### TASK GOAL
Copy the records below verbatim, from the first line through the line containing "0 #a7a7a7) drop-shadow(-2px", inclusive, and output nothing else.

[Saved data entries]

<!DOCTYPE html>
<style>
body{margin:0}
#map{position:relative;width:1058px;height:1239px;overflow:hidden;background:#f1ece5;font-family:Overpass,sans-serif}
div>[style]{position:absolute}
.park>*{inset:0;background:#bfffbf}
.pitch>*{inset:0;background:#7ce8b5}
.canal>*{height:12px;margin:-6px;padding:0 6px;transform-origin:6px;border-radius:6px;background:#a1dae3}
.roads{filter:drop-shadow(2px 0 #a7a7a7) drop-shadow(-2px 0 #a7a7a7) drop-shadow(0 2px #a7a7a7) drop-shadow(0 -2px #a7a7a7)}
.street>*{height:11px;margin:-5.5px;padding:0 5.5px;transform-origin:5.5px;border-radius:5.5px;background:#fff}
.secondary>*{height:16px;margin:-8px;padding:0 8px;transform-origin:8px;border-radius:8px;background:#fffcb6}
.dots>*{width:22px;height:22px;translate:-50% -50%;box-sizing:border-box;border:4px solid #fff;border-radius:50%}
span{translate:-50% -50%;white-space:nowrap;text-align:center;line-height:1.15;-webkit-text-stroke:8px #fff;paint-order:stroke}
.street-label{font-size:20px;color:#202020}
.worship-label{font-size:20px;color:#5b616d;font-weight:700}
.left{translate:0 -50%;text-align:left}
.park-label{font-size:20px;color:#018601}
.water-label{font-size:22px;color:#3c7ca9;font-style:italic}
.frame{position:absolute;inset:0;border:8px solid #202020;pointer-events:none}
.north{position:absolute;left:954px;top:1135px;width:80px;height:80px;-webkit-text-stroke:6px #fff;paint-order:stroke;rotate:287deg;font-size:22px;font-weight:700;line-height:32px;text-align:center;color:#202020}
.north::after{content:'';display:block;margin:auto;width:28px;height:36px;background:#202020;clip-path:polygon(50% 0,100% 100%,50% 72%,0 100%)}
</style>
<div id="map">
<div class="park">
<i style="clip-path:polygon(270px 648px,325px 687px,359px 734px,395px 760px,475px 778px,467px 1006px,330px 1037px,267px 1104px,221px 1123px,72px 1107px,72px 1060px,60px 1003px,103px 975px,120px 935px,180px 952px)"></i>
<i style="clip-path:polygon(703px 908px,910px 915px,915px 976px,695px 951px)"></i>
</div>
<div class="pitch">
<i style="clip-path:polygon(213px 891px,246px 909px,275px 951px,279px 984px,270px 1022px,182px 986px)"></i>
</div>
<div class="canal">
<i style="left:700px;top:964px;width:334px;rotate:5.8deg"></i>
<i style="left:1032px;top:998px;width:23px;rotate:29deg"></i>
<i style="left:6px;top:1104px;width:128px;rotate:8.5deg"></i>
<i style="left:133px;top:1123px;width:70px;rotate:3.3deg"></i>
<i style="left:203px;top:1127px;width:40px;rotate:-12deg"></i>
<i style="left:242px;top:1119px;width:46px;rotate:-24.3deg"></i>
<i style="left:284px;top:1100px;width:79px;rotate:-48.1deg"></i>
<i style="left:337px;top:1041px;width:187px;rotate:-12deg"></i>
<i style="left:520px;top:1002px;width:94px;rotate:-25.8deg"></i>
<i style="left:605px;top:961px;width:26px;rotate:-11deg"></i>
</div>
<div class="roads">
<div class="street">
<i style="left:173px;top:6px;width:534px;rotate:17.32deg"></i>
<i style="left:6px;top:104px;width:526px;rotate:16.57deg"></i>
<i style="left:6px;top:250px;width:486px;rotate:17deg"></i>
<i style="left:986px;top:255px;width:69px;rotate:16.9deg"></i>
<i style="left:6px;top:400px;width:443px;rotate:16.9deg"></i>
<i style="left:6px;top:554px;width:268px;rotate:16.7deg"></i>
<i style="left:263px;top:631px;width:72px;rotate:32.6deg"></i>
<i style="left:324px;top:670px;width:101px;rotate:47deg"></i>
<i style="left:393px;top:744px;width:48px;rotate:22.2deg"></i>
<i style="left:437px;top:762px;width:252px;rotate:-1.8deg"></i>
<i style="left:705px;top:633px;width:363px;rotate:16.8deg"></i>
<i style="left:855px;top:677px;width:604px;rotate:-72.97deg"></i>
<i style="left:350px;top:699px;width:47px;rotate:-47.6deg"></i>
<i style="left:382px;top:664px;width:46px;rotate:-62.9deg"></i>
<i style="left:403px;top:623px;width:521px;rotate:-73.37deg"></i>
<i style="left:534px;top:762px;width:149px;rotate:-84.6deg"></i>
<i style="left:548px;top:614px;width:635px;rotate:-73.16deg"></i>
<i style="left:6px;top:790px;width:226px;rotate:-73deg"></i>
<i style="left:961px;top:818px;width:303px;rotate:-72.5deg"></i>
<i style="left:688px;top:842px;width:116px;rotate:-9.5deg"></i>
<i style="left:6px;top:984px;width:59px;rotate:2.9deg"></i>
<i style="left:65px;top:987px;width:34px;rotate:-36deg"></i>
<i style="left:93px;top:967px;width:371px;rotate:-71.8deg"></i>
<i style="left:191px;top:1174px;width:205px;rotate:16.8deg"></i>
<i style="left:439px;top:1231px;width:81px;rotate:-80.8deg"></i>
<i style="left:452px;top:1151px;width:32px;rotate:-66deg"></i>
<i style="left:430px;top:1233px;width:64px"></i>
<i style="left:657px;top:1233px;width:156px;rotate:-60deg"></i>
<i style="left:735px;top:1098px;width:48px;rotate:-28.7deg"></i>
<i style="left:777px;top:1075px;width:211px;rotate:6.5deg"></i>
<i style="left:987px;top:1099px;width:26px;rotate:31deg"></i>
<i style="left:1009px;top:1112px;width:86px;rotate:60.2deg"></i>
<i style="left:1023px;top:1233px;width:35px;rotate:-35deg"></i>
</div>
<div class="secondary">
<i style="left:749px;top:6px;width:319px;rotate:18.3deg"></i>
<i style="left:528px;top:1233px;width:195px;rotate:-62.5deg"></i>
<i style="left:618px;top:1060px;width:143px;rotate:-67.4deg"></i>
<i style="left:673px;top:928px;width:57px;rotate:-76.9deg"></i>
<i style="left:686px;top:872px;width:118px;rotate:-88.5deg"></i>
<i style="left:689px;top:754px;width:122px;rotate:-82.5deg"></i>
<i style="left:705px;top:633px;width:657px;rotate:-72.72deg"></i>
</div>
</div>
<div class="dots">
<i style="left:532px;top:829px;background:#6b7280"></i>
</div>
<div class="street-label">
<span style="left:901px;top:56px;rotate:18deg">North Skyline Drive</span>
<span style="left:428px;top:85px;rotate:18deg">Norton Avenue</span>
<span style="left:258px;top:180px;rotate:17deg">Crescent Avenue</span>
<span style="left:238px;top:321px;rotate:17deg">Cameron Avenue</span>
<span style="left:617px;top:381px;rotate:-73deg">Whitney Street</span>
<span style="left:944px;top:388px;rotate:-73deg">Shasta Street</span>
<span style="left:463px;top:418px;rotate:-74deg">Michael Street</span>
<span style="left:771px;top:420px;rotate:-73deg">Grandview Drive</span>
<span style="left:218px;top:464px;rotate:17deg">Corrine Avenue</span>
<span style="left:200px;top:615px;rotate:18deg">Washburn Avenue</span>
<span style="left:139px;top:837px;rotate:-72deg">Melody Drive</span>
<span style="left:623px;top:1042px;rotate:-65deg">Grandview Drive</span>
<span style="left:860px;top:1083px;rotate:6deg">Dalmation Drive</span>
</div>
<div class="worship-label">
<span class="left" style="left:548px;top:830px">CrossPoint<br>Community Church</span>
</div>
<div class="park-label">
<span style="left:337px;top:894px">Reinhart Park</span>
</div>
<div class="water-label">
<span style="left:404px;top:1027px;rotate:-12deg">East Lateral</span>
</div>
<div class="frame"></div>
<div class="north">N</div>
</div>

### RESPONSE AREA
<!DOCTYPE html>
<style>
body{margin:0}
#map{position:relative;width:1058px;height:1239px;overflow:hidden;background:#f1ece5;font-family:Overpass,sans-serif}
div>[style]{position:absolute}
.park>*{inset:0;background:#bfffbf}
.pitch>*{inset:0;background:#7ce8b5}
.canal>*{height:12px;margin:-6px;padding:0 6px;transform-origin:6px;border-radius:6px;background:#a1dae3}
.roads{filter:drop-shadow(2px 0 #a7a7a7) drop-shadow(-2px 0 #a7a7a7) drop-shadow(0 2px #a7a7a7) drop-shadow(0 -2px #a7a7a7)}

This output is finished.